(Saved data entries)
-------------------------
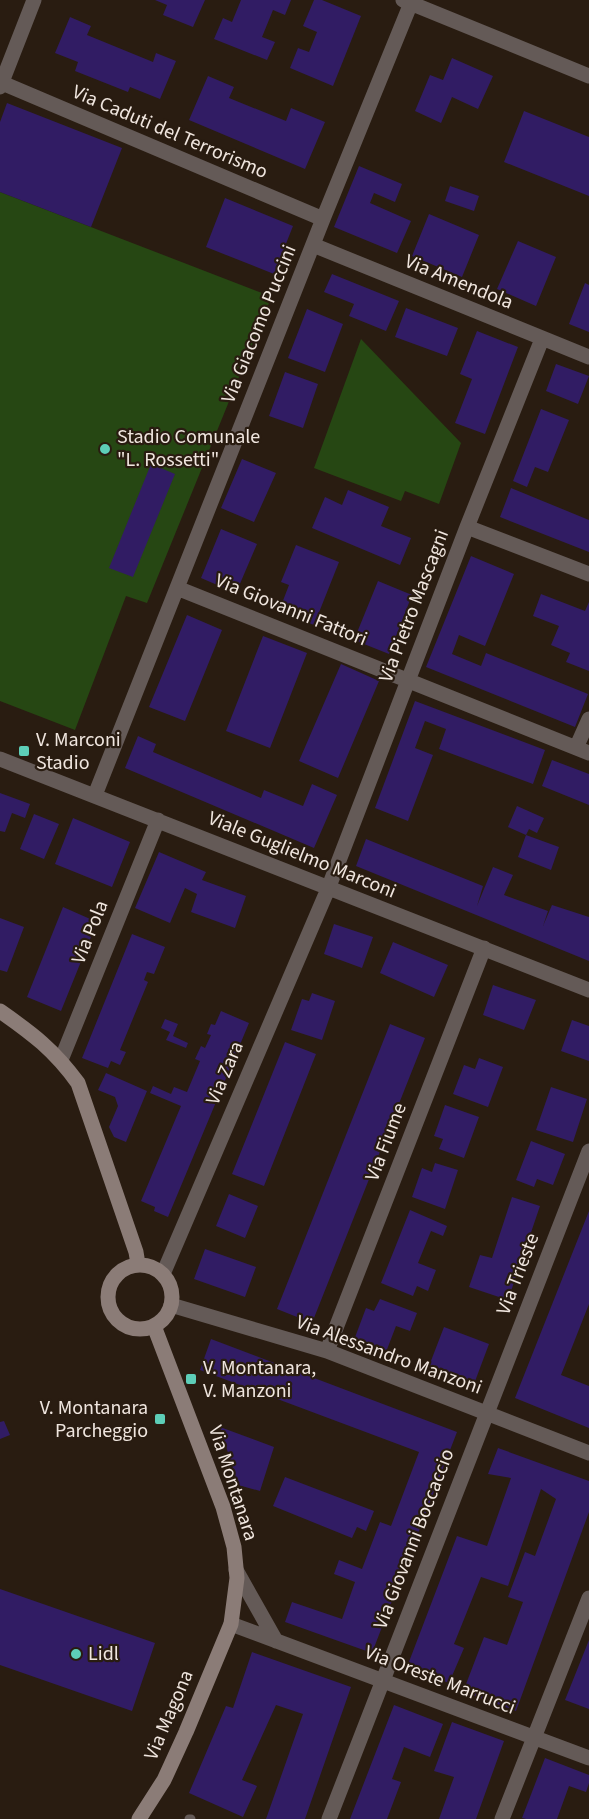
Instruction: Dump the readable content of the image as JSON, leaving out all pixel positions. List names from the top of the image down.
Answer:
{
  "streets": {
    "main road": ["Via Montanara", "Via Magona"],
    "street": [
      "Via Caduti del Terrorismo",
      "Via Amendola",
      "Via Giacomo Puccini",
      "Via Pietro Mascagni",
      "Via Giovanni Fattori",
      "Viale Guglielmo Marconi",
      "Via Pola",
      "Via Zara",
      "Via Fiume",
      "Via Trieste",
      "Via Alessandro Manzoni",
      "Via Giovanni Boccaccio",
      "Via Oreste Marrucci"
    ]
  },
  "crossings": [
    ["Via Caduti del Terrorismo", "Via Giacomo Puccini"],
    ["Via Amendola", "Via Giacomo Puccini"],
    ["Via Amendola", "Via Pietro Mascagni"],
    ["Via Giacomo Puccini", "Via Giovanni Fattori"],
    ["Via Giacomo Puccini", "Viale Guglielmo Marconi"],
    ["Via Pietro Mascagni", "Via Giovanni Fattori"],
    ["Via Pietro Mascagni", "Viale Guglielmo Marconi"],
    ["Via Pietro Mascagni", "Via Zara"],
    ["Viale Guglielmo Marconi", "Via Pola"],
    ["Viale Guglielmo Marconi", "Via Zara"],
    ["Viale Guglielmo Marconi", "Via Fiume"],
    ["Via Zara", "Via Alessandro Manzoni"],
    ["Via Zara", "Via Montanara"],
    ["Via Fiume", "Via Alessandro Manzoni"],
    ["Via Trieste", "Via Alessandro Manzoni"],
    ["Via Trieste", "Via Giovanni Boccaccio"],
    ["Via Alessandro Manzoni", "Via Montanara"],
    ["Via Alessandro Manzoni", "Via Giovanni Boccaccio"],
    ["Via Montanara", "Via Oreste Marrucci"],
    ["Via Montanara", "Via Magona"],
    ["Via Giovanni Boccaccio", "Via Oreste Marrucci"],
    ["Via Oreste Marrucci", "Via Magona"]
  ],
  "places": {
    "other": ["Stadio Comunale \"L. Rossetti\"", "Lidl"],
    "transit": ["V. Marconi Stadio", "V. Montanara, V. Manzoni", "V. Montanara Parcheggio"]
  }
}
-------------------------
EXERCISE ->
Search the data above for the word "Pola", then gather each line in which it appears.

RESULT OF THE EXERCISE ->
      "Via Pola",
    ["Viale Guglielmo Marconi", "Via Pola"],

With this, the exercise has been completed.